Exercise 2: Build the SFT Dataset

def build_sft_dataset(runs: list[dict], min_score: float = 8.0) -> list[dict]:
    """High-quality PASS runs as instruction-following examples."""
    sft_examples = []
    for run in runs:
        # YOUR CODE: filter to PASS runs with final_score >= min_score
        # YOUR CODE: format as {"prompt": task, "completion": best_output}
        # Use output_r2 if available (revised = higher quality), else output_r1
        pass
    return sft_examples

sft = build_sft_dataset(runs, min_score=8.0)
print(f"SFT dataset: {len(sft)} examples (of {len(runs)} total runs)")
print(f"Coverage: {len(sft)/len(runs):.1%} of runs qualify")

# Inspect one example:
if sft:
    ex = sft[0]
    print(f"\nExample prompt (truncated): {ex['prompt'][:80]}...")
    print(f"Completion length: {len(ex['completion'])} chars")

Exercise 3: Build Cross-Run DPO Pairs

from itertools import combinations

def build_crossrun_dpo_pairs(runs: list[dict], min_delta: float = 0.5) -> list[dict]:
    """
    Find pairs of runs on the same task where score_delta >= min_delta.
    Higher score run = chosen, lower score run = rejected.
    """
    pairs = []
    # Group runs by task (exact match or semantic — use exact for simplicity)
    by_task = {}
    for run in runs:
        task_key = run['task']
        by_task.setdefault(task_key, []).append(run)

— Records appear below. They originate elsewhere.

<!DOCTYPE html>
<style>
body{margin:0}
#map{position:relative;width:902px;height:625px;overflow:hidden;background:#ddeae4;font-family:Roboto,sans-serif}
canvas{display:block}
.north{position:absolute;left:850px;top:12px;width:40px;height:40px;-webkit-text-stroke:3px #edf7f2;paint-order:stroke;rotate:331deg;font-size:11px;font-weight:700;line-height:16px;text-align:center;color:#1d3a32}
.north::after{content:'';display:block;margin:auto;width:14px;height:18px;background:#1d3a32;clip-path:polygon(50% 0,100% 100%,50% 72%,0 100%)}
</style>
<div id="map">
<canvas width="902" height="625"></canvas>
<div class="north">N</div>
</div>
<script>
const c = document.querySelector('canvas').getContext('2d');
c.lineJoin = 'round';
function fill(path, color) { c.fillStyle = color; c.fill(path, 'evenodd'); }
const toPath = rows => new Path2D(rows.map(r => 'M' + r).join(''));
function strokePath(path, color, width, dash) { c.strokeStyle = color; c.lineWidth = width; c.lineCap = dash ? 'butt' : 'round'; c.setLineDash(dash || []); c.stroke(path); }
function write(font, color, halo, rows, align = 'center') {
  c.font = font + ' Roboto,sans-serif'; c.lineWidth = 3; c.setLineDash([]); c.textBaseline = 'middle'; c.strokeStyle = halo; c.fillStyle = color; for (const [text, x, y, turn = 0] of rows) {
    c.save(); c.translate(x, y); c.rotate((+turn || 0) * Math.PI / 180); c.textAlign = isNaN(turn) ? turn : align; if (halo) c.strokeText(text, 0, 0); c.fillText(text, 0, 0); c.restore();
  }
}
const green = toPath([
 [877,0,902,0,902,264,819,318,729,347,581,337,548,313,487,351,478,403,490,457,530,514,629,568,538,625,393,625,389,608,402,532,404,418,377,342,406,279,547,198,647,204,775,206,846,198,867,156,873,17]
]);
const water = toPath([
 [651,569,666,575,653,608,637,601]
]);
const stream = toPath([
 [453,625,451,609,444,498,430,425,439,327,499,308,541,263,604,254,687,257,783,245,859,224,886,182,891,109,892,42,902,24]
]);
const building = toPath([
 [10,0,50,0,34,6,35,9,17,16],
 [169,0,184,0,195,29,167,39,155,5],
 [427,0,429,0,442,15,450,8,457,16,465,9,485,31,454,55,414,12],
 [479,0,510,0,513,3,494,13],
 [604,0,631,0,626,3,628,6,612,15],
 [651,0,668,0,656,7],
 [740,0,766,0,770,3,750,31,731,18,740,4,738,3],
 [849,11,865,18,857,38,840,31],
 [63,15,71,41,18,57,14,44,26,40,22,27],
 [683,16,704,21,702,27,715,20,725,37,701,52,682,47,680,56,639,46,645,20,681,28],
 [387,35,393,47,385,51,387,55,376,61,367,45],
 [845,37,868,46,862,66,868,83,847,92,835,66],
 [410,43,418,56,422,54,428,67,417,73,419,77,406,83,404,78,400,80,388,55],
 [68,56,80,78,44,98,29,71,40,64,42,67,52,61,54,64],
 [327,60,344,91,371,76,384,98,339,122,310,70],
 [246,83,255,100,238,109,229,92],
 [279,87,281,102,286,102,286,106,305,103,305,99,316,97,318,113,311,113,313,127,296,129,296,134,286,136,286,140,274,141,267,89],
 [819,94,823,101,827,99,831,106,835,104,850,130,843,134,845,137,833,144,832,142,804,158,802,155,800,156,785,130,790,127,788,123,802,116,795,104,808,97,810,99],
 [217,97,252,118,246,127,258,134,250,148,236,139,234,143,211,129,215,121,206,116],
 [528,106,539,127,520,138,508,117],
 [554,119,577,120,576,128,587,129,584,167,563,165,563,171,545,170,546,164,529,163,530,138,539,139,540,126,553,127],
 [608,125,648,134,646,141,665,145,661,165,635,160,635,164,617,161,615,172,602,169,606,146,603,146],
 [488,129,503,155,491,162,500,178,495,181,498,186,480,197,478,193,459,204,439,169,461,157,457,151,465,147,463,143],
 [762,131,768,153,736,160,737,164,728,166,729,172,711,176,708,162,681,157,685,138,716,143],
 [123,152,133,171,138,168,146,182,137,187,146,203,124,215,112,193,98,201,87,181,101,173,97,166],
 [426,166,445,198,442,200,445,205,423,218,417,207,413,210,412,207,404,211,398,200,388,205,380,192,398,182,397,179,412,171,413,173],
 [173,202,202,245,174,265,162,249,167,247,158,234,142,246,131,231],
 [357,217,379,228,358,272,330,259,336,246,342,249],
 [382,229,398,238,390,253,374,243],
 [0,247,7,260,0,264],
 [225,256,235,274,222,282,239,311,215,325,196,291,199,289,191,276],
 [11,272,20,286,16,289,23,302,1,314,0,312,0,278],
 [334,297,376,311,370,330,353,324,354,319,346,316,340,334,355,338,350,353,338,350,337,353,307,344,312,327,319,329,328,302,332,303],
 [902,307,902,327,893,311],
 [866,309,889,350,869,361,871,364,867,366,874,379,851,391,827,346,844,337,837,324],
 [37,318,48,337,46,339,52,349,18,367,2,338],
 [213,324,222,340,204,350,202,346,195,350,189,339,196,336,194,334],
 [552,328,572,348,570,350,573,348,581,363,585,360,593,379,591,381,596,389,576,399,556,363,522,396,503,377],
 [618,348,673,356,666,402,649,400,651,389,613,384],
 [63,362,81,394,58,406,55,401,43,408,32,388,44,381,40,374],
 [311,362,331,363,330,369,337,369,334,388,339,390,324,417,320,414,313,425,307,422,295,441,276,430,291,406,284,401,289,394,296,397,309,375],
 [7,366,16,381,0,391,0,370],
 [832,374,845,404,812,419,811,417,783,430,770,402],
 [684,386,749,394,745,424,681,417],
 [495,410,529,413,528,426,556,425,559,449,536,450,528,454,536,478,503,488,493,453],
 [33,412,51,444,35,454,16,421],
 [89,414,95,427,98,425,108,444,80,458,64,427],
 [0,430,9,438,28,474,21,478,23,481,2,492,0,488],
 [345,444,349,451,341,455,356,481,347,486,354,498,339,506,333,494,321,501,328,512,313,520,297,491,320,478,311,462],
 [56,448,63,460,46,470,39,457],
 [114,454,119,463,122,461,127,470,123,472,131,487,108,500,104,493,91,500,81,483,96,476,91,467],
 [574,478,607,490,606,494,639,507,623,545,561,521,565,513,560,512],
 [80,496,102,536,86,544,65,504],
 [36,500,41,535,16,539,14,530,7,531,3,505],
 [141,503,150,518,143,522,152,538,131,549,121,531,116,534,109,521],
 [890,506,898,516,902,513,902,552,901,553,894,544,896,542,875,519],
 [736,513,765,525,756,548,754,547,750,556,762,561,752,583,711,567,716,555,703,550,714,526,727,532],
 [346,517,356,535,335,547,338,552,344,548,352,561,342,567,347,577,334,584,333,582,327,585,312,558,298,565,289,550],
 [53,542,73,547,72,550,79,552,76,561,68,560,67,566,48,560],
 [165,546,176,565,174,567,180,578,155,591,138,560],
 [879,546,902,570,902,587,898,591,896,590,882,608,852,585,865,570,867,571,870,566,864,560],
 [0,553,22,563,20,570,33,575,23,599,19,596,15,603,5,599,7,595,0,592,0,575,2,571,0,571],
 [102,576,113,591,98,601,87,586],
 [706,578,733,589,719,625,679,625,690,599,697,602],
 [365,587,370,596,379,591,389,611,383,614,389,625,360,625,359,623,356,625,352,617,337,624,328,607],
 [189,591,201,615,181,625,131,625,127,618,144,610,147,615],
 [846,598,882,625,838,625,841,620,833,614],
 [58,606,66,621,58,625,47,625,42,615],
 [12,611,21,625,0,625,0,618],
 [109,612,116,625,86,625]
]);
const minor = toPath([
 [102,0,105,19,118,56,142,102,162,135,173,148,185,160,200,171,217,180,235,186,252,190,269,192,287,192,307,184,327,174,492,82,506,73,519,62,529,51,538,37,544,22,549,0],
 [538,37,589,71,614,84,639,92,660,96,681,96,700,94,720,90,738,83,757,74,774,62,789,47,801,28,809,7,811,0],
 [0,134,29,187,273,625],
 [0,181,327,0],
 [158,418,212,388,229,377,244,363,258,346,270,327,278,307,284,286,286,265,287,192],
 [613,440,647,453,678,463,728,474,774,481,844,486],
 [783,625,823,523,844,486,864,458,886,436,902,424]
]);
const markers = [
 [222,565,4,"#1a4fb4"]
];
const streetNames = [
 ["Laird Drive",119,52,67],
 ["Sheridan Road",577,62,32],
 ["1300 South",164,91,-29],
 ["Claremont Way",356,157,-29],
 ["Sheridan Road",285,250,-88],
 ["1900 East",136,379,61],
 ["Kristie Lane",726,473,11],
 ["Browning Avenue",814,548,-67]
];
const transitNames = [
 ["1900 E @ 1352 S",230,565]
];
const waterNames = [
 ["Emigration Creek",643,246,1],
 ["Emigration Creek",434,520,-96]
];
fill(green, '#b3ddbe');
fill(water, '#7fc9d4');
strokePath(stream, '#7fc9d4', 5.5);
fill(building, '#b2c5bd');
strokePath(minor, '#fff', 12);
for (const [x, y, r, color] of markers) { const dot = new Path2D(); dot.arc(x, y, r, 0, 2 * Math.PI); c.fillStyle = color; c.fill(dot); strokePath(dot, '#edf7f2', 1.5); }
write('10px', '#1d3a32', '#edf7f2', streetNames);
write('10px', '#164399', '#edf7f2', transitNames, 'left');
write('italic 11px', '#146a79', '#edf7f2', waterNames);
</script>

    for task, task_runs in by_task.items():
        if len(task_runs) < 2:
            continue
        # YOUR CODE: for each pair of runs on this task:
        #   - compute delta = abs(score_a - score_b)
        #   - if delta >= min_delta, create a DPO pair
        #   - chosen = run with higher final_score
        #   - rejected = run with lower final_score
        #   - use output_r2 if available, else output_r1
        pass

    return pairs

crossrun_pairs = build_crossrun_dpo_pairs(runs, min_delta=0.5)
print(f"Cross-run DPO pairs: {len(crossrun_pairs)}")

# Show delta distribution:
if crossrun_pairs:
    deltas = [p['score_delta'] for p in crossrun_pairs]
    print(f"Delta range: {min(deltas):.2f} – {max(deltas):.2f}")
    print(f"Mean delta: {sum(deltas)/len(deltas):.2f}")

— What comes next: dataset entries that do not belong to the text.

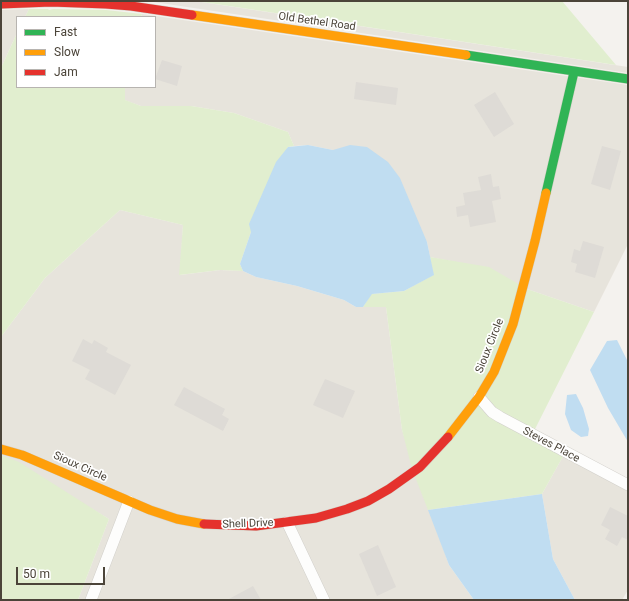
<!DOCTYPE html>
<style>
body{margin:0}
#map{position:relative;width:629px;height:601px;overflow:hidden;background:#f4f2ee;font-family:Roboto,sans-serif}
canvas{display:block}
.frame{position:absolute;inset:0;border:2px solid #4b4439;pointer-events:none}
.legend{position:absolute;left:16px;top:16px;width:140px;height:72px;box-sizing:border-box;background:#fff;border:1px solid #b7b4b0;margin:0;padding:5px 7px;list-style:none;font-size:12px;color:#4b4439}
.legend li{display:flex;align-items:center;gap:8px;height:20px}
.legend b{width:20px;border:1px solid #b7b4b0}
.scale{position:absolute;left:16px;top:567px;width:89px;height:18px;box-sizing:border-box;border:2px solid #4b4439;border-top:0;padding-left:5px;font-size:12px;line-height:14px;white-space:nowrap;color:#4b4439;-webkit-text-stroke:3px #fff;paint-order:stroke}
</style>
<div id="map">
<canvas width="629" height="601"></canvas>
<div class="frame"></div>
<ul class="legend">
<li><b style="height:5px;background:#30b455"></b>Fast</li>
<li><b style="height:5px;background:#ff9f0a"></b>Slow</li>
<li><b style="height:5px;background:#e5322d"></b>Jam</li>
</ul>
<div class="scale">50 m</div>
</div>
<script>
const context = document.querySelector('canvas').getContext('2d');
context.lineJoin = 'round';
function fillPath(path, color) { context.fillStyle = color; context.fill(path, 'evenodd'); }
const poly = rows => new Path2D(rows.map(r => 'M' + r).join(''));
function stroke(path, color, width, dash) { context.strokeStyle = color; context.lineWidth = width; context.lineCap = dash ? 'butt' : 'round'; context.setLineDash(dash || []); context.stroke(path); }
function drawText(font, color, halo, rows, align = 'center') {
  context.font = font + ' Roboto,sans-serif'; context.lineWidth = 3.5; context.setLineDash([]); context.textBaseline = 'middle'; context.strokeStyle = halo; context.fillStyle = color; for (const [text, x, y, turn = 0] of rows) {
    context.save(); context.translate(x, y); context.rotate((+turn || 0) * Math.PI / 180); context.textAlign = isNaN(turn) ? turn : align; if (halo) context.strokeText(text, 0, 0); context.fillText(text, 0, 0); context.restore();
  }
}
const residential = poly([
 [147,1,195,1,628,67,628,73],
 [29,9,25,17,17,17,17,33,1,68,1,10],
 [142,14,628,85,628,244,594,312,527,289,455,262,430,257,427,242,333,150,308,145,294,146,288,132,234,113,191,106,141,106,124,100,125,87,155,87,155,17,141,17],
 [120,210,183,225,180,275,220,270,243,271,256,277,297,286,344,300,356,307,386,307,402,430,449,565,474,600,78,600,109,519,1,455,1,337,45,278],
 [566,451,628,483,628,590,622,600,575,600,553,559,542,494]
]);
const green = poly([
 [195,1,562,1,616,65,216,4],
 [29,9,48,9,49,10,53,9,106,10,142,14,141,17,25,17],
 [17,33,17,87,125,87,125,100,141,106,191,106,234,113,288,132,294,146,288,147,251,232,240,264,243,271,220,270,179,275,183,225,120,210,45,278,1,337,1,68],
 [430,257,489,267,527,289,594,312,533,433,566,451,542,494,428,510,412,469,402,430,386,307,363,307,371,294,404,291,433,275],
 [1,455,19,462,109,519,78,600,1,600]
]);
const water = poly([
 [308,145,333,150,350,145,367,147,388,162,400,178,427,242,434,275,404,291,372,294,363,307,356,307,344,300,297,286,256,277,243,271,240,264,251,232,249,224,276,162,288,147],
 [617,340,628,362,628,442,608,408,590,370,607,341],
 [576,394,583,408,589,429,588,436,581,437,571,430,565,414,567,395],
 [542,494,553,559,575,600,474,600,449,565,428,510]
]);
const building = poly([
 [162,60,182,66,177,86,155,79],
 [356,82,398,88,396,105,354,99],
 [495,92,514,124,494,137,474,105],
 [602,146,621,151,610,190,591,184],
 [491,174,493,187,499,186,501,199,492,201,496,222,470,227,468,215,457,217,456,207,465,205,463,193,481,190,478,177],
 [583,241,604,247,595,278,575,272,577,264,571,262,574,249,580,251],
 [83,339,92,344,94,340,108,348,106,352,131,365,115,395,85,379,90,370,72,361],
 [325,379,355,391,343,418,313,405],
 [184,387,225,409,222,415,229,419,223,431,174,405],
 [610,507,628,516,628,540,622,537,617,546,605,539,610,530,601,525],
 [378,545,396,587,377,596,359,554],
 [253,586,261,600,227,600]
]);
const street = poly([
 [479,397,492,412,500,417,628,485],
 [287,522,324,600],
 [91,600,129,501]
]);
const fast = poly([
 [466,55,628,79],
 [546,193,574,72]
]);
const slow = poly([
 [192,15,466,55],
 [448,437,479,397,494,372,513,324,535,241,546,193],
 [1,449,22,455,150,510,177,519,204,524]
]);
const jam = poly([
 [1,4,51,2,106,4,131,6,192,15],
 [204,524,256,526,316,518,347,509,368,501,389,489,420,467,448,437]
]);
const streetNames = [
 ["Old Bethel Road",317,22,8],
 ["Sioux Circle",490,346,-68],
 ["Steves Place",551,445,28],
 ["Sioux Circle",80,467,24],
 ["Shell Drive",248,524,-2]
];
fillPath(residential, '#e7e4dc');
fillPath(green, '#e1eecf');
fillPath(water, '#c0ddf1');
fillPath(building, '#dedbd6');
stroke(street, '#d2d0cb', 12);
stroke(fast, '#d3cfc5', 10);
stroke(slow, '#d3cfc5', 10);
stroke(jam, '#d3cfc5', 10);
stroke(street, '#fdfdfc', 11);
stroke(fast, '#30b455', 9);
stroke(slow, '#ff9f0a', 9);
stroke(jam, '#e5322d', 9);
drawText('11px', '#4b4439', '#fff', streetNames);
</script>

Exercise 4: Build Revision DPO Pairs

def build_revision_dpo_pairs(runs: list[dict], min_delta: float = 0.5) -> list[dict]:
    """
    For multi-round Wiggum runs: round 1 output = rejected, round 2 = chosen.
    """
    pairs = []
    for run in runs:
        # YOUR CODE: filter to runs with wiggum_rounds >= 2 and output_r2 not None
        # YOUR CODE: compute delta = final_score - wiggum_r1_score
        # YOUR CODE: if delta >= min_delta, create a DPO pair
        pass
    return pairs

revision_pairs = build_revision_dpo_pairs(runs, min_delta=0.5)
print(f"Revision DPO pairs: {len(revision_pairs)}")

# Combine all DPO pairs:
all_dpo = crossrun_pairs + revision_pairs
print(f"Total DPO pairs: {len(all_dpo)}")

Exercise 5: Export to JSONL

import os

os.makedirs('hf_datasets', exist_ok=True)

def write_jsonl(data: list[dict], path: str):
    with open(path, 'w') as f:
        for item in data:
            f.write(json.dumps(item) + '\n')
    print(f"Wrote {len(data)} records to {path}")

# SFT
write_jsonl(sft, 'hf_datasets/sft.jsonl')

# DPO
write_jsonl(all_dpo, 'hf_datasets/dpo.jsonl')

# Reward model: all runs with scalar scores
reward_data = [
    {"prompt": r['task'], "completion": r.get('output_r2') or r['output_r1'], "score": r['final_score']}
    for r in runs
]
write_jsonl(reward_data, 'hf_datasets/reward.jsonl')

# Trajectory: multi-round runs as conversation sequences
def build_trajectory(run: dict) -> dict | None:
    if run['wiggum_rounds'] < 2 or not run.get('output_r2'):
        return None
    return {
        "task": run['task'],
        "turns": [
            {"role": "assistant", "content": run['output_r1']},
            {"role": "user",      "content": "[Evaluator feedback: improve depth and specificity]"},
            {"role": "assistant", "content": run['output_r2']},
        ],
        "final_score": run['final_score']
    }

trajectory_data = [t for r in runs if (t := build_trajectory(r)) is not None]
write_jsonl(trajectory_data, 'hf_datasets/trajectory.jsonl')

Exercise 6: Dataset Analysis

import json
from collections import Counter

# Load and analyze the DPO dataset
dpo_records = [json.loads(l) for l in open('hf_datasets/dpo.jsonl')]

# YOUR CODE: compute and print:
# 1. Total pairs by source (crossrun vs. revision)
# 2. Score delta distribution (min, max, mean, median)
# 3. Task type coverage (enumerated vs. best_practices)
# 4. Chosen vs. rejected output length comparison

# Expected output:
# Source breakdown:
#   crossrun: N pairs
#   revision: N pairs
#
# Score delta distribution:
#   min: 0.50  max: 2.1  mean: 0.98  median: 0.87
#
# Task type coverage:
#   enumerated: N pairs (XX%)
#   best_practices: N pairs (XX%)
#
# Output length:
#   chosen: mean 3,200 chars
#   rejected: mean 1,900 chars

Discussion questions:

  • Why is chosen output consistently longer than rejected? Does length correlate with quality in your synthetic data?
  • What min_delta value would you choose for real runs, and why?
  • Which source (crossrun vs. revision) produces stronger preference signals (larger deltas)?